EXERCISE MATERIAL →

——————————

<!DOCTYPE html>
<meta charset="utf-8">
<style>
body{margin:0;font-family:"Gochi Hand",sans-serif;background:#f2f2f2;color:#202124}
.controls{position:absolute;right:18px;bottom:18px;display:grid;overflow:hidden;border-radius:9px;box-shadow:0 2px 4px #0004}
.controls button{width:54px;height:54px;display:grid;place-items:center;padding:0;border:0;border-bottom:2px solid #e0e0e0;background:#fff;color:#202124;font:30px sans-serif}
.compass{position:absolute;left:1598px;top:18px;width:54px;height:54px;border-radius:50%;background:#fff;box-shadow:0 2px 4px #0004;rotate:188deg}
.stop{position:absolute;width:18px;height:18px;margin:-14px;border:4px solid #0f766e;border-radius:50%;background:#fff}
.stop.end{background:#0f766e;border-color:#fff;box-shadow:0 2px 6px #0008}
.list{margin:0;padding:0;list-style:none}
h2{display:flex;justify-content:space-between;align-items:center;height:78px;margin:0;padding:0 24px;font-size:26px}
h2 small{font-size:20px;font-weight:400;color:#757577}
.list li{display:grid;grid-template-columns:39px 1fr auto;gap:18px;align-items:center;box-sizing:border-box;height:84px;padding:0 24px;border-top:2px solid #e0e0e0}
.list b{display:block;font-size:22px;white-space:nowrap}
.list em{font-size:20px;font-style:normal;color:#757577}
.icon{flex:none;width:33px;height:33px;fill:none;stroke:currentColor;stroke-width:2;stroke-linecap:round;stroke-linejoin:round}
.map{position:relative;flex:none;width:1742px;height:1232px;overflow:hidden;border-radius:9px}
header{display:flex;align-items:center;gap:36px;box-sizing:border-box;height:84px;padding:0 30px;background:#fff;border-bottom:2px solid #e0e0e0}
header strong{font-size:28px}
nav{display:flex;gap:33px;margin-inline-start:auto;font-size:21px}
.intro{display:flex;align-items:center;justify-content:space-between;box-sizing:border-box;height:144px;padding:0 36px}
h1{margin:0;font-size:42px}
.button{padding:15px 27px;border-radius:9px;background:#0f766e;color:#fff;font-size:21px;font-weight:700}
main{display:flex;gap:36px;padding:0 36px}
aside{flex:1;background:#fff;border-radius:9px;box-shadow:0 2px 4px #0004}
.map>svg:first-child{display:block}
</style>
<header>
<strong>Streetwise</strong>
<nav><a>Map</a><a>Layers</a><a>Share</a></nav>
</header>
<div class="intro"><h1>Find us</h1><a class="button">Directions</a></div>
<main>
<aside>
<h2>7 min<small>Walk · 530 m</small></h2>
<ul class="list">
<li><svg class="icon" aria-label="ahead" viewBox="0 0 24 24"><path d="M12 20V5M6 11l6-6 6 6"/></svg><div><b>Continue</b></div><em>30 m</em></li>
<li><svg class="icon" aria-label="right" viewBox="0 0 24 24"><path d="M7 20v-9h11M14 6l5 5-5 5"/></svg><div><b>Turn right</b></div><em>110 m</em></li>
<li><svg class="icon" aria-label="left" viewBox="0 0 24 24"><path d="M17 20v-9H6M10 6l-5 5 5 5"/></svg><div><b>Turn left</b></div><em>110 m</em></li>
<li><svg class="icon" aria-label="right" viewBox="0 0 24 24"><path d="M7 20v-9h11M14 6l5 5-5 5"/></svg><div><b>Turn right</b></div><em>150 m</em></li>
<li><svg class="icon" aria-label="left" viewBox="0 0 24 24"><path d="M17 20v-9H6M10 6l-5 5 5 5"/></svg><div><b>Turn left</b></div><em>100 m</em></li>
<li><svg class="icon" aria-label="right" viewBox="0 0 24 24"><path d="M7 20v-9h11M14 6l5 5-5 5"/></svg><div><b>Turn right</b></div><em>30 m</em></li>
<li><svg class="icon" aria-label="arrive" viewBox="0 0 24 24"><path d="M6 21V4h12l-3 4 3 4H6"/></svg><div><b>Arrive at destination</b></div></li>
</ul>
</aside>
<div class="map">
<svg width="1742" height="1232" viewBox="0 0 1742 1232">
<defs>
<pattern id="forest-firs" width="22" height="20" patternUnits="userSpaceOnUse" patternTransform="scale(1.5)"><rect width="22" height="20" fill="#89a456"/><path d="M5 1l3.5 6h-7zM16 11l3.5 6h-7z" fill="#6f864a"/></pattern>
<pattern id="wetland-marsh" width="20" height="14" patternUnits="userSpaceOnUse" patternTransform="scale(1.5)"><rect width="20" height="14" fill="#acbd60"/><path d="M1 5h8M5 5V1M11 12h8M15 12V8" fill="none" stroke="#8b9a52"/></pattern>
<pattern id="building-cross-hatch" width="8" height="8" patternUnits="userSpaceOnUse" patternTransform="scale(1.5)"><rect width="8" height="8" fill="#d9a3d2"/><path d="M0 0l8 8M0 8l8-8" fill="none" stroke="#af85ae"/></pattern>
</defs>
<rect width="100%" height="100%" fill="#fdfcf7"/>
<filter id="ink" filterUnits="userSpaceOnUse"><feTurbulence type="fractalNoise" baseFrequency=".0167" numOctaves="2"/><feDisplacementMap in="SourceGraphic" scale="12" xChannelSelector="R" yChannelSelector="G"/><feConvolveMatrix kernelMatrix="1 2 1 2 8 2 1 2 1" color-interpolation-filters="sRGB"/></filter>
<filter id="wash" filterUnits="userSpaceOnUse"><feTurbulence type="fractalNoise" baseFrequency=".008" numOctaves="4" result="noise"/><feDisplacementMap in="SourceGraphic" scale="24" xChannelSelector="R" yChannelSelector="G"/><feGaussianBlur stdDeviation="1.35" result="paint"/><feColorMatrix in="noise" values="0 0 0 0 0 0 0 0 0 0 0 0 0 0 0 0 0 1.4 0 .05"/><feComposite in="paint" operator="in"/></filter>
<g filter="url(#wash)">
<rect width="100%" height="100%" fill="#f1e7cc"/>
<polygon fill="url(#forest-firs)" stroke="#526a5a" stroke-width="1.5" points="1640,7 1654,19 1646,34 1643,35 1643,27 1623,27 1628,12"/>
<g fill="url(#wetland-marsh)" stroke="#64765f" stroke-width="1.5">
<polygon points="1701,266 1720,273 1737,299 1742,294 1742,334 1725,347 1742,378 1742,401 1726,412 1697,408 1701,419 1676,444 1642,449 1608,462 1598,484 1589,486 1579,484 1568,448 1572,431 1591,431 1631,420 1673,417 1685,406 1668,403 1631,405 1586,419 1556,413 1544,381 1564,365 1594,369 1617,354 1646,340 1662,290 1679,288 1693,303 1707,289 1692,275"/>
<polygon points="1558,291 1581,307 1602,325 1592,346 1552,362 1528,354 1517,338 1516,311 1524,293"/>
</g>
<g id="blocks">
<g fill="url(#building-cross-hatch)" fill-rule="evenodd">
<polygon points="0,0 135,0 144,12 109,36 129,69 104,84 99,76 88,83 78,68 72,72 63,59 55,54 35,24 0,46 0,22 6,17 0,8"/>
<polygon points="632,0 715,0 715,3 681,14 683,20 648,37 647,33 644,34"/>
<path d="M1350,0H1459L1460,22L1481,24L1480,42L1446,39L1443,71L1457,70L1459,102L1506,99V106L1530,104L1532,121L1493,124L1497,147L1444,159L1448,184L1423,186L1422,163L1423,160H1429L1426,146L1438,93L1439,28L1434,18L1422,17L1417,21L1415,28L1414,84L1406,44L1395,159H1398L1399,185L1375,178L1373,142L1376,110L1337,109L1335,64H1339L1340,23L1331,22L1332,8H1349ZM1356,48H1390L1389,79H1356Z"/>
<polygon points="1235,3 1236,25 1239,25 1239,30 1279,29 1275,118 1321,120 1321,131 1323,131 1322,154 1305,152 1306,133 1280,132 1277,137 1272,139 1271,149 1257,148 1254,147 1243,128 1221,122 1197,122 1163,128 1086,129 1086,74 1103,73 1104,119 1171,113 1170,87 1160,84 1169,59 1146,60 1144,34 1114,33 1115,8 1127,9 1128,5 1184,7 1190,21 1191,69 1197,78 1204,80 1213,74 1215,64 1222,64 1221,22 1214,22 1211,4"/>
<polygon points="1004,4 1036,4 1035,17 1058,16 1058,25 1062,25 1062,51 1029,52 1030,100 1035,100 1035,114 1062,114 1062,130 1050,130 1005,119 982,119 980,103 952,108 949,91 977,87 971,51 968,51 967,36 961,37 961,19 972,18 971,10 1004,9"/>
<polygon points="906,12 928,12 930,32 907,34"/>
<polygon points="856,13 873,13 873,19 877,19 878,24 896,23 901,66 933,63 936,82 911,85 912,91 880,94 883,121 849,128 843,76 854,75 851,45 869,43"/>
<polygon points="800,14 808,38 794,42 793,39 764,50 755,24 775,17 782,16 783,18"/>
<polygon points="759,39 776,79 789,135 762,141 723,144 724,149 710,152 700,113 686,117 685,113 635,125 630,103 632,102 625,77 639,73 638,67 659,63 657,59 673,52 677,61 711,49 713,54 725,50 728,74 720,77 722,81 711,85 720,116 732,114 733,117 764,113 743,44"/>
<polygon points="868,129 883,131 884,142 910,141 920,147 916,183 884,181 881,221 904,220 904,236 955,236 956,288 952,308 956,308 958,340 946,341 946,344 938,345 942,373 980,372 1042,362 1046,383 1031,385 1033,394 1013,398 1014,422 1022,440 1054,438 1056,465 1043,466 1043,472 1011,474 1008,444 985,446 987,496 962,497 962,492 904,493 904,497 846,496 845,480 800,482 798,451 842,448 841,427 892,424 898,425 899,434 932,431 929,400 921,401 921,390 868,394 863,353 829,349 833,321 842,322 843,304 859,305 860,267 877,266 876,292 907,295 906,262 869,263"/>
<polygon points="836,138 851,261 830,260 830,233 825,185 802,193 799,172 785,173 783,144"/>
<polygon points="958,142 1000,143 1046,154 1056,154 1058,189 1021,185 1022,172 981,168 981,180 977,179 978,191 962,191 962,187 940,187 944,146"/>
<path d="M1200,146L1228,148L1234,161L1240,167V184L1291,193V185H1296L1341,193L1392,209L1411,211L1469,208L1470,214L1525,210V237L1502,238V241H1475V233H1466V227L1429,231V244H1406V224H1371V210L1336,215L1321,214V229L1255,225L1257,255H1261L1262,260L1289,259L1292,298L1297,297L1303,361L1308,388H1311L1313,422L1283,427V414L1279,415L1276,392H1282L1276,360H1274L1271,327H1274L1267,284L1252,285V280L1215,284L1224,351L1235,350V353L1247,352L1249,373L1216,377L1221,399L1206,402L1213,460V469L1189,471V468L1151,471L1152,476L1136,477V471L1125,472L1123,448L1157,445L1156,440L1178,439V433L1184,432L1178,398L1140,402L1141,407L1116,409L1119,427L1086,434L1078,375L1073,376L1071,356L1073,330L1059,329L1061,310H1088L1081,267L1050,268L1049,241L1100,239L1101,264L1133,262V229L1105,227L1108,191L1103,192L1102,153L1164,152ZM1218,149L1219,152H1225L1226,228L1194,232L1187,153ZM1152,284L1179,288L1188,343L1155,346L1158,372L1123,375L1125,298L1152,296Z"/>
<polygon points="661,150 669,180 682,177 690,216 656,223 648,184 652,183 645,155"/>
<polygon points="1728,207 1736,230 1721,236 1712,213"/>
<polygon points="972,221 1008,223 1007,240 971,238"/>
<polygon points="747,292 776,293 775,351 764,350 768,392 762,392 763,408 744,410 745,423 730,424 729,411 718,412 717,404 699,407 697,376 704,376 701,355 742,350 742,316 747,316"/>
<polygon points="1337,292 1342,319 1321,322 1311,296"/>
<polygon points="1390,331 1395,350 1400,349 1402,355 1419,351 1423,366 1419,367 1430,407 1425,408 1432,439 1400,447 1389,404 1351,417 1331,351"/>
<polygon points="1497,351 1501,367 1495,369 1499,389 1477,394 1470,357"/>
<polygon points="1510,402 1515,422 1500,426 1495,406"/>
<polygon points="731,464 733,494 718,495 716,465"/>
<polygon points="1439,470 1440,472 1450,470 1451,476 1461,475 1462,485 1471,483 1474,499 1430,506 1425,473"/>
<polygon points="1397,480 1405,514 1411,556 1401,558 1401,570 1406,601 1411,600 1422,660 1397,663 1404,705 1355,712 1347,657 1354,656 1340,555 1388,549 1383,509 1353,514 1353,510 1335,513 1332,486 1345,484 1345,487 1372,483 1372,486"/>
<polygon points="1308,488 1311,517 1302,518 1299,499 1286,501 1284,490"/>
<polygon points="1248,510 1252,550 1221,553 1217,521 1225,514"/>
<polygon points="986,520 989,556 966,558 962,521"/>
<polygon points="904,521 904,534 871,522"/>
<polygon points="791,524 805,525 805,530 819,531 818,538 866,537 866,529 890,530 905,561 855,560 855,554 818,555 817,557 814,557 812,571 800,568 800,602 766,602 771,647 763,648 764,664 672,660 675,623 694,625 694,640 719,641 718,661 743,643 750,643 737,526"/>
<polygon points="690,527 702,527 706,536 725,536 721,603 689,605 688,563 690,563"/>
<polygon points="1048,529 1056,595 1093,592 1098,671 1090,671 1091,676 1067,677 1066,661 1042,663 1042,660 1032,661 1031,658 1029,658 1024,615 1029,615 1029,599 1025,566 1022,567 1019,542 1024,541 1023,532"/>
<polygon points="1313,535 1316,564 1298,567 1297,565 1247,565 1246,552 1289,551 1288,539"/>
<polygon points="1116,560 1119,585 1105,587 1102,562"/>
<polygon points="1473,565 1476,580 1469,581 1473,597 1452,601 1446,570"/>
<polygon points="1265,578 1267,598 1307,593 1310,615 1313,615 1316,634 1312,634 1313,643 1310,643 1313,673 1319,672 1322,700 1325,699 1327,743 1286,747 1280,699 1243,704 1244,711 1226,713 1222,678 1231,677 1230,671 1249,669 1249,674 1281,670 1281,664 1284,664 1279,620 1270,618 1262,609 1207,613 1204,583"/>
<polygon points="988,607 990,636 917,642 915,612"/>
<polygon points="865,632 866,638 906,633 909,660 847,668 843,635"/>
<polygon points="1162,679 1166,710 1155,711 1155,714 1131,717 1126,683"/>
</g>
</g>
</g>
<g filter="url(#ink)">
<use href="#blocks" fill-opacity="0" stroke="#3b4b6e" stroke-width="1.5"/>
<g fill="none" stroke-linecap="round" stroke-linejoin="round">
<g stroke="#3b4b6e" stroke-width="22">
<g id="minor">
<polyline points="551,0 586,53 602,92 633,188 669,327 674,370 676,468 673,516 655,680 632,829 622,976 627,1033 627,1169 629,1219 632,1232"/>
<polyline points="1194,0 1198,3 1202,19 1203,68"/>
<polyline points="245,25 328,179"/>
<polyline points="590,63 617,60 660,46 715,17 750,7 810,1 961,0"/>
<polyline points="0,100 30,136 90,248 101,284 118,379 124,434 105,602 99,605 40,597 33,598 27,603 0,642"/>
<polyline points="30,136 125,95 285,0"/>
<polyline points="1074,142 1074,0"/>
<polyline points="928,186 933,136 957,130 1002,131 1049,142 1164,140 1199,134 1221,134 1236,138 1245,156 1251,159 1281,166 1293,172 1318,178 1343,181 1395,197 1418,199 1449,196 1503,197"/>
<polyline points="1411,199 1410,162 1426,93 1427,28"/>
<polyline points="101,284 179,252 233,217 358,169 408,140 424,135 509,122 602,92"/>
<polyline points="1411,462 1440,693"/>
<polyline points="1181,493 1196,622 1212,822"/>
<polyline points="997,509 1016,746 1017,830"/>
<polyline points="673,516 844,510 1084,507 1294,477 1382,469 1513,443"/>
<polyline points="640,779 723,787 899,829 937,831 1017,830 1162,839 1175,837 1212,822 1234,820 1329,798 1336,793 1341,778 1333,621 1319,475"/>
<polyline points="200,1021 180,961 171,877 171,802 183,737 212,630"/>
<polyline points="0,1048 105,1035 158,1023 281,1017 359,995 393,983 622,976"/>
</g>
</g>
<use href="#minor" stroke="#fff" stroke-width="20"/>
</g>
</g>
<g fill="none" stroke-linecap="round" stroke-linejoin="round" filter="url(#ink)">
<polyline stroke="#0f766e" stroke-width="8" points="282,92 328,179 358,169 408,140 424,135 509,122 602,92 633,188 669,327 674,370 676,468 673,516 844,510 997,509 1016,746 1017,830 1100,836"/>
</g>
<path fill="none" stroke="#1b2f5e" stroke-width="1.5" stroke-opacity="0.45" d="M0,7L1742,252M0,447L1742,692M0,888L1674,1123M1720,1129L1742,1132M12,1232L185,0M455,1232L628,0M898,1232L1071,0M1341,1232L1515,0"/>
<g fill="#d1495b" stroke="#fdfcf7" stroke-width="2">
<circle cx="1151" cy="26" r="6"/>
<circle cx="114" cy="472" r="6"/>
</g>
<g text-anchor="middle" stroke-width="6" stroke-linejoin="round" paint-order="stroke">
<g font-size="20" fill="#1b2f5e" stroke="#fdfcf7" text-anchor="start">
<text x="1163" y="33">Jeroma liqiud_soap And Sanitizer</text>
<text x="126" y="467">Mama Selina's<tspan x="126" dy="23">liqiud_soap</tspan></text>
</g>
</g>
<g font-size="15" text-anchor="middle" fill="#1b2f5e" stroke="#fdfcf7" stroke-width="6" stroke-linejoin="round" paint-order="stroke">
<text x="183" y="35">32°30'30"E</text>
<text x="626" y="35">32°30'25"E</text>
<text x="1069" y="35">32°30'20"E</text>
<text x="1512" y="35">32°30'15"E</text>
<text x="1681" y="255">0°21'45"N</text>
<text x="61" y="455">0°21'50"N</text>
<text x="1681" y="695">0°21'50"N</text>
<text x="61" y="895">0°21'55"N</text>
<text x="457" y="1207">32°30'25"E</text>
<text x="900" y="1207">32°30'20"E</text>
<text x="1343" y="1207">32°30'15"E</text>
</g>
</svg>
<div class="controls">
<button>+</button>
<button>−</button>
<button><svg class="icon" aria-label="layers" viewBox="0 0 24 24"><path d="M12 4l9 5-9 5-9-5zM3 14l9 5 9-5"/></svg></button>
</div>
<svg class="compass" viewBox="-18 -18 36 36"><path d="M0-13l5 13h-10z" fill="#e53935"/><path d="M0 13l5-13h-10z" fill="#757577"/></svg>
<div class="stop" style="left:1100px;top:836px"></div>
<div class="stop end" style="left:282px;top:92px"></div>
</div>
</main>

——————————

TASK TO CARRY OUT →
Show the lines of the entries that include the string "wash", copying each in full.

OUTPUT BELOW →
<filter id="wash" filterUnits="userSpaceOnUse"><feTurbulence type="fractalNoise" baseFrequency=".008" numOctaves="4" result="noise"/><feDisplacementMap in="SourceGraphic" scale="24" xChannelSelector="R" yChannelSelector="G"/><feGaussianBlur stdDeviation="1.35" result="paint"/><feColorMatrix in="noise" values="0 0 0 0 0 0 0 0 0 0 0 0 0 0 0 0 0 1.4 0 .05"/><feComposite in="paint" operator="in"/></filter>
<g filter="url(#wash)">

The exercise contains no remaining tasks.